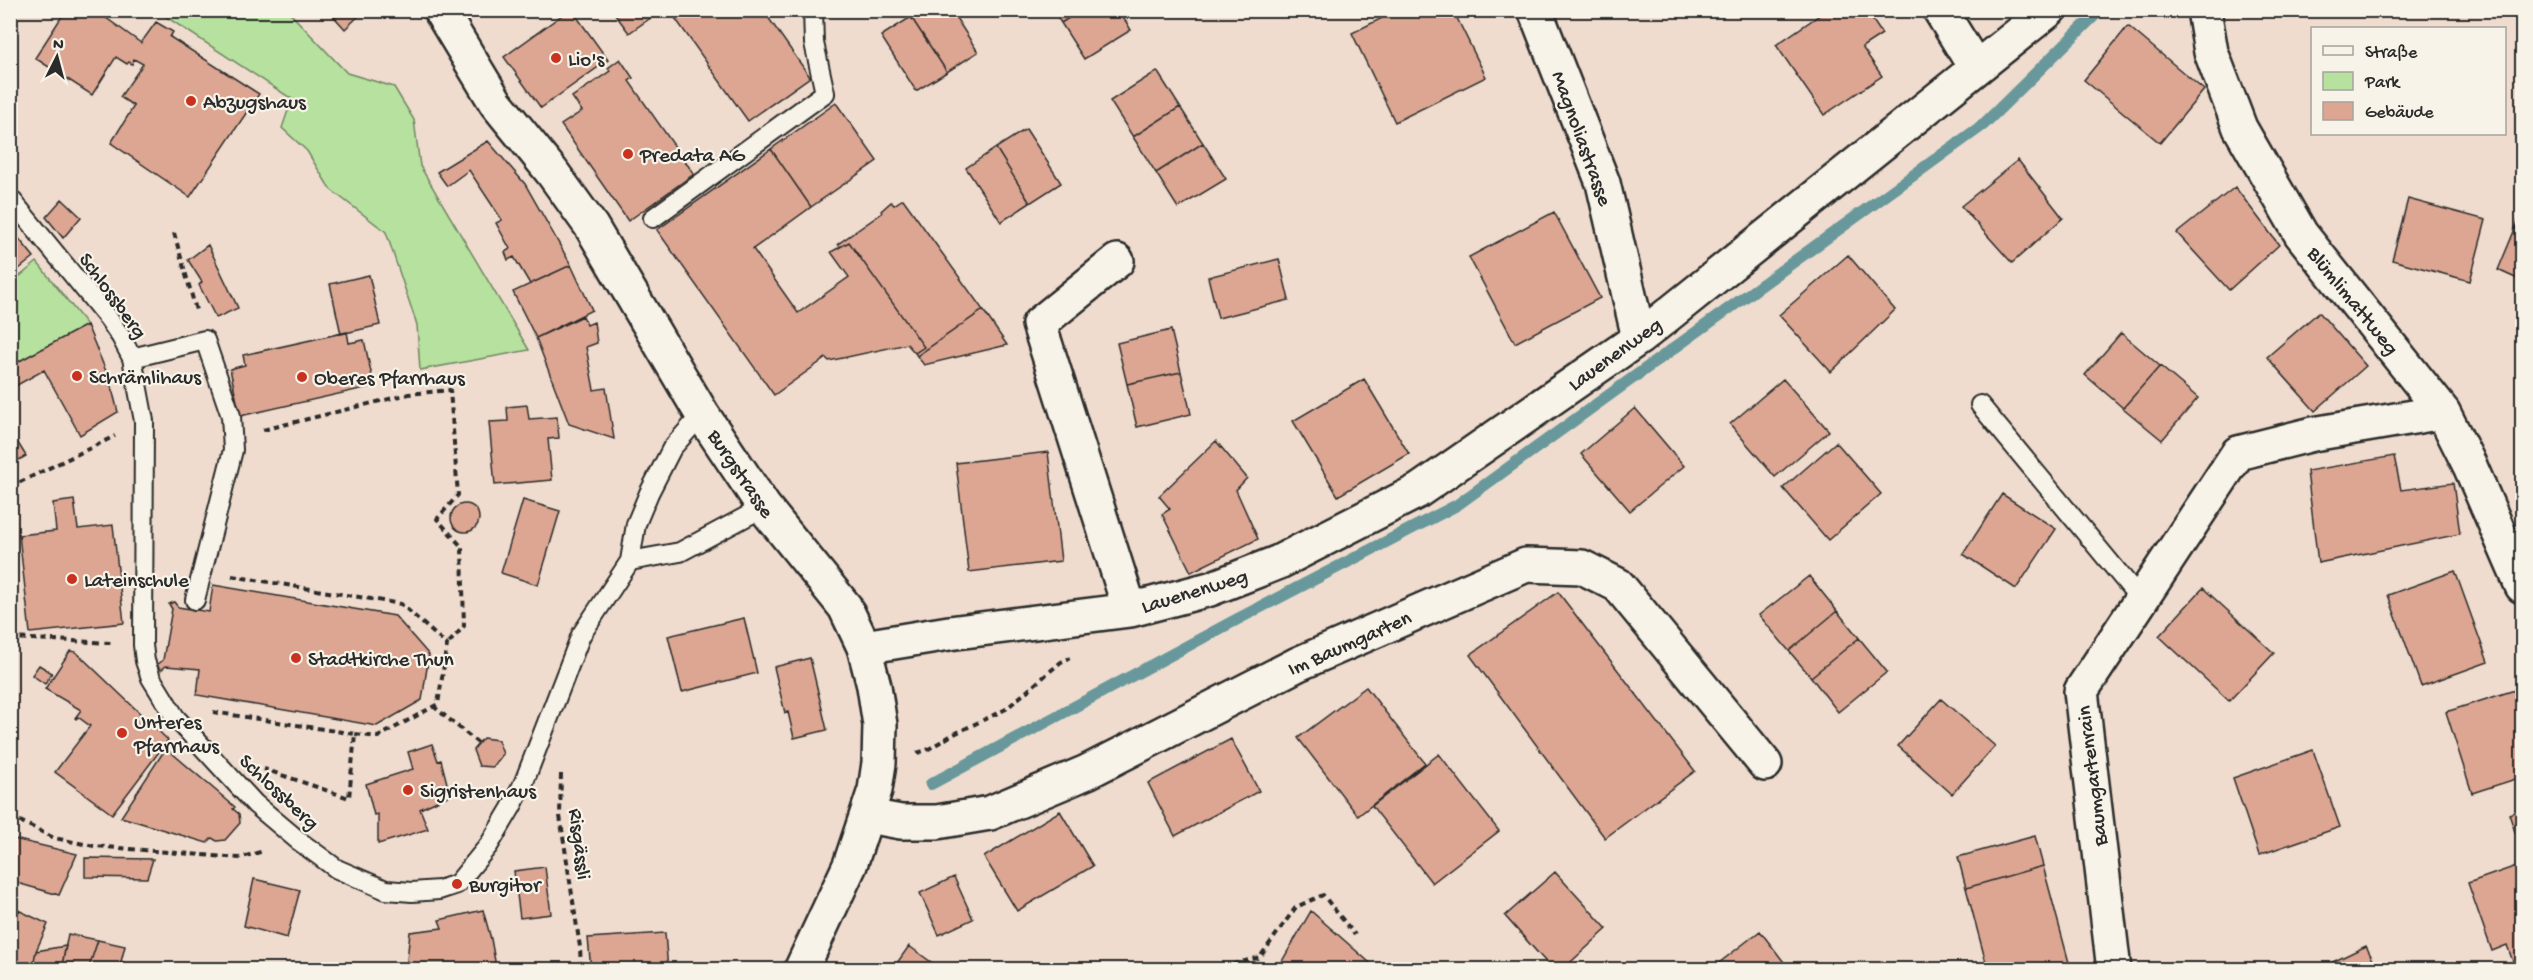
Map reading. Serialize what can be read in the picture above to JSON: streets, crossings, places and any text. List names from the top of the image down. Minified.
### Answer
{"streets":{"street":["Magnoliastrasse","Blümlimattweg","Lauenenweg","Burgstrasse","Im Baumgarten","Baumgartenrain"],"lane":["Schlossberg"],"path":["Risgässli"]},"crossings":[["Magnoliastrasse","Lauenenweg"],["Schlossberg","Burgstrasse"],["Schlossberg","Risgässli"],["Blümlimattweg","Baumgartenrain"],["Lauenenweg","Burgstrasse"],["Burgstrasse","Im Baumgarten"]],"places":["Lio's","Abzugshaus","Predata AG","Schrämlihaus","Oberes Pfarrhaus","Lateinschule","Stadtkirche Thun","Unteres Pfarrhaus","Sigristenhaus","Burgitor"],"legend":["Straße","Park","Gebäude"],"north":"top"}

ASSIGNMENT
Pictures aside, the material must be written out word for word.

WRITTEN REPLY
Map reading. Serialize what can be read in the picture above to JSON: streets, crossings, places and any text. List names from the top of the image down. Minified.
### Answer
{"streets":{"street":["Magnoliastrasse","Blümlimattweg","Lauenenweg","Burgstrasse","Im Baumgarten","Baumgartenrain"],"lane":["Schlossberg"],"path":["Risgässli"]},"crossings":[["Magnoliastrasse","Lauenenweg"],["Schlossberg","Burgstrasse"],["Schlossberg","Risgässli"],["Blümlimattweg","Baumgartenrain"],["Lauenenweg","Burgstrasse"],["Burgstrasse","Im Baumgarten"]],"places":["Lio's","Abzugshaus","Predata AG","Schrämlihaus","Oberes Pfarrhaus","Lateinschule","Stadtkirche Thun","Unteres Pfarrhaus","Sigristenhaus","Burgitor"],"legend":["Straße","Park","Gebäude"],"north":"top"}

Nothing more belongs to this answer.